Transcribe exactly, and only, the lines from the one containing "For a GIS import: Transcribe" through the last line of the data.

(Material for this task)

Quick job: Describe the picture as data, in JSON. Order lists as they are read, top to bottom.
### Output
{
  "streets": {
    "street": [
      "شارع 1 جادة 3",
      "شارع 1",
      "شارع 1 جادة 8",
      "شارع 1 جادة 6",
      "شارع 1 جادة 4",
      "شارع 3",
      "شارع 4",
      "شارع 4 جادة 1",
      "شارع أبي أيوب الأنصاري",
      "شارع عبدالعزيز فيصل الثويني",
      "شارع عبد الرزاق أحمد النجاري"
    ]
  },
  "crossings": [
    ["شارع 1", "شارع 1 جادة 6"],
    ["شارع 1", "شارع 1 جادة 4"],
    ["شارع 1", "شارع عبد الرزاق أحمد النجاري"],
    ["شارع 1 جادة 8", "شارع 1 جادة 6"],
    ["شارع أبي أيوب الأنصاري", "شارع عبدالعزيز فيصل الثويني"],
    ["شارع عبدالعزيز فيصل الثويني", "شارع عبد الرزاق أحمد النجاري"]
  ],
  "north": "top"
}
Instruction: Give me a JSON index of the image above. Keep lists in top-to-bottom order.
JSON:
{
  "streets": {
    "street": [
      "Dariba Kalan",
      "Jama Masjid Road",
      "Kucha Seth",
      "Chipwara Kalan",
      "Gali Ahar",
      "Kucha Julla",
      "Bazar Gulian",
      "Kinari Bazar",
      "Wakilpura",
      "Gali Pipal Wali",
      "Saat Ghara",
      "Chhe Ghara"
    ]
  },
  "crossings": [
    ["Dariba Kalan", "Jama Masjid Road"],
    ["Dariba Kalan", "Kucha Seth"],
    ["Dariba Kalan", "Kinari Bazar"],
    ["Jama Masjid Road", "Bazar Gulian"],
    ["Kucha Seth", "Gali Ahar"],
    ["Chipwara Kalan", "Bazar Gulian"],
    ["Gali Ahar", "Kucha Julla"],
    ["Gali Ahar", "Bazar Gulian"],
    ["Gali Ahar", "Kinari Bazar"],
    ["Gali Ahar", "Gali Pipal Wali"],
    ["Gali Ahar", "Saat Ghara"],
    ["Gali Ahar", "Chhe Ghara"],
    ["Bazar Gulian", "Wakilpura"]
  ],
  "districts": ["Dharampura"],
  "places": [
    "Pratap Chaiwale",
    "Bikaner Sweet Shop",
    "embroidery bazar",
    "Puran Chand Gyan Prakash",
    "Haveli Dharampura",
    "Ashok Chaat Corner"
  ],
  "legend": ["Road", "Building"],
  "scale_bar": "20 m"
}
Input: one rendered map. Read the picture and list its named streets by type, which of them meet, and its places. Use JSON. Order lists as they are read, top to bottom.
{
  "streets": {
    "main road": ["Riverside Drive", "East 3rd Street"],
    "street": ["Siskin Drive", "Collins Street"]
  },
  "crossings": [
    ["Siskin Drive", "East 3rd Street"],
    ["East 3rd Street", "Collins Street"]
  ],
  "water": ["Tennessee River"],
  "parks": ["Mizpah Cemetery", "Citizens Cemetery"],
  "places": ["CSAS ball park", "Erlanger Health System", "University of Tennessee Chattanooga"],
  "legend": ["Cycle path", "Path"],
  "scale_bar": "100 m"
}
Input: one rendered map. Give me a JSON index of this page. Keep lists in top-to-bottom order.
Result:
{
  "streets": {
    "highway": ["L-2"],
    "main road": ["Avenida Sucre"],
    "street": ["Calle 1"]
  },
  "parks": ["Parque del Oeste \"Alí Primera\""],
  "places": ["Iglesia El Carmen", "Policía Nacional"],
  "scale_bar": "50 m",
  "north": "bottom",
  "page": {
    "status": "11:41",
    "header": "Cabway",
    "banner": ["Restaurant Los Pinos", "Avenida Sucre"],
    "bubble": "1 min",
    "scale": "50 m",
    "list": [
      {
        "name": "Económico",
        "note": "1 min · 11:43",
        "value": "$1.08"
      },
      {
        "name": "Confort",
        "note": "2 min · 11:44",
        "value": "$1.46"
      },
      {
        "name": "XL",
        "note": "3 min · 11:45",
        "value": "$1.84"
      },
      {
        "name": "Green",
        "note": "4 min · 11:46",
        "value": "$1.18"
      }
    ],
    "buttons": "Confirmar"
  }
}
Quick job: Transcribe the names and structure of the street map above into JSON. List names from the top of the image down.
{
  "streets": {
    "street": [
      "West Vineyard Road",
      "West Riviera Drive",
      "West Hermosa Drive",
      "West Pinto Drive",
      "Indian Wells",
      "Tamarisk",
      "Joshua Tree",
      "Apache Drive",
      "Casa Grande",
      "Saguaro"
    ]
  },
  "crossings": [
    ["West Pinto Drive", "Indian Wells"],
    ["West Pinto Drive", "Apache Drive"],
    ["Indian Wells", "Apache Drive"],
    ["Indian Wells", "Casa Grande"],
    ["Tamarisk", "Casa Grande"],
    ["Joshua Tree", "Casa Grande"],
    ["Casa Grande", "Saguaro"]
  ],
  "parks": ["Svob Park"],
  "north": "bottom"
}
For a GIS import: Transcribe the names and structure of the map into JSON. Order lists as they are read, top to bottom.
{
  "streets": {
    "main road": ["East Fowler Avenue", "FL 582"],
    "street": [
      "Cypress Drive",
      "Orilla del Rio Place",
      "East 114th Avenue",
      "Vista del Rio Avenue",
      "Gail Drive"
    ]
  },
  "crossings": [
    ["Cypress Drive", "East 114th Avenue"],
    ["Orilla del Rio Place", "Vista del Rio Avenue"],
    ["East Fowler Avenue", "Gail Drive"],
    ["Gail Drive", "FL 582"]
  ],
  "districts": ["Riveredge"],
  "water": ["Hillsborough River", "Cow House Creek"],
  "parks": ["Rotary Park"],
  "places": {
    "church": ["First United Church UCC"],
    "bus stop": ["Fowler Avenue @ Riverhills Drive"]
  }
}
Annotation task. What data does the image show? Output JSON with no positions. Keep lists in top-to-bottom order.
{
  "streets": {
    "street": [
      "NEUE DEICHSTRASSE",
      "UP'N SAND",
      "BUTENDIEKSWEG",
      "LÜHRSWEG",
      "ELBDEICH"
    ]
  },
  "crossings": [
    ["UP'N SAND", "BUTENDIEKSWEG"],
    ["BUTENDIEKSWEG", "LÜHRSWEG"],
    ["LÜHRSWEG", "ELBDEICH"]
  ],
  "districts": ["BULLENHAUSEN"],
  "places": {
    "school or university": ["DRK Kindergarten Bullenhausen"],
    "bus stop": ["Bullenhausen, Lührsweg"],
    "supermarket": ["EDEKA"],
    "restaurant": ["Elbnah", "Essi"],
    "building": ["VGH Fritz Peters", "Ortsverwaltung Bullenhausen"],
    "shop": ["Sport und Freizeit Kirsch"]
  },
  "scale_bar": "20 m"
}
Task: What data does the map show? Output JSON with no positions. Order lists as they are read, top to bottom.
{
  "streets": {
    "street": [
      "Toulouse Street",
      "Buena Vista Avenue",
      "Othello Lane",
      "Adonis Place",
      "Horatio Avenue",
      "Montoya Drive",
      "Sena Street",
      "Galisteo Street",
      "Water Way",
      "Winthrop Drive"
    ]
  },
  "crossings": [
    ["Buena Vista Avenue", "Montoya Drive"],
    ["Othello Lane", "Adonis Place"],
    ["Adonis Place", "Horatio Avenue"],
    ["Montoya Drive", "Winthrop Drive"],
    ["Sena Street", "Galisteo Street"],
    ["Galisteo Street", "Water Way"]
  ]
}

(End Material for this task)

▶ **Answer box**:
For a GIS import: Transcribe the names and structure of the map into JSON. Order lists as they are read, top to bottom.
{
  "streets": {
    "main road": ["East Fowler Avenue", "FL 582"],
    "street": [
      "Cypress Drive",
      "Orilla del Rio Place",
      "East 114th Avenue",
      "Vista del Rio Avenue",
      "Gail Drive"
    ]
  },
  "crossings": [
    ["Cypress Drive", "East 114th Avenue"],
    ["Orilla del Rio Place", "Vista del Rio Avenue"],
    ["East Fowler Avenue", "Gail Drive"],
    ["Gail Drive", "FL 582"]
  ],
  "districts": ["Riveredge"],
  "water": ["Hillsborough River", "Cow House Creek"],
  "parks": ["Rotary Park"],
  "places": {
    "church": ["First United Church UCC"],
    "bus stop": ["Fowler Avenue @ Riverhills Drive"]
  }
}
Annotation task. What data does the image show? Output JSON with no positions. Keep lists in top-to-bottom order.
{
  "streets": {
    "street": [
      "NEUE DEICHSTRASSE",
      "UP'N SAND",
      "BUTENDIEKSWEG",
      "LÜHRSWEG",
      "ELBDEICH"
    ]
  },
  "crossings": [
    ["UP'N SAND", "BUTENDIEKSWEG"],
    ["BUTENDIEKSWEG", "LÜHRSWEG"],
    ["LÜHRSWEG", "ELBDEICH"]
  ],
  "districts": ["BULLENHAUSEN"],
  "places": {
    "school or university": ["DRK Kindergarten Bullenhausen"],
    "bus stop": ["Bullenhausen, Lührsweg"],
    "supermarket": ["EDEKA"],
    "restaurant": ["Elbnah", "Essi"],
    "building": ["VGH Fritz Peters", "Ortsverwaltung Bullenhausen"],
    "shop": ["Sport und Freizeit Kirsch"]
  },
  "scale_bar": "20 m"
}
Task: What data does the map show? Output JSON with no positions. Order lists as they are read, top to bottom.
{
  "streets": {
    "street": [
      "Toulouse Street",
      "Buena Vista Avenue",
      "Othello Lane",
      "Adonis Place",
      "Horatio Avenue",
      "Montoya Drive",
      "Sena Street",
      "Galisteo Street",
      "Water Way",
      "Winthrop Drive"
    ]
  },
  "crossings": [
    ["Buena Vista Avenue", "Montoya Drive"],
    ["Othello Lane", "Adonis Place"],
    ["Adonis Place", "Horatio Avenue"],
    ["Montoya Drive", "Winthrop Drive"],
    ["Sena Street", "Galisteo Street"],
    ["Galisteo Street", "Water Way"]
  ]
}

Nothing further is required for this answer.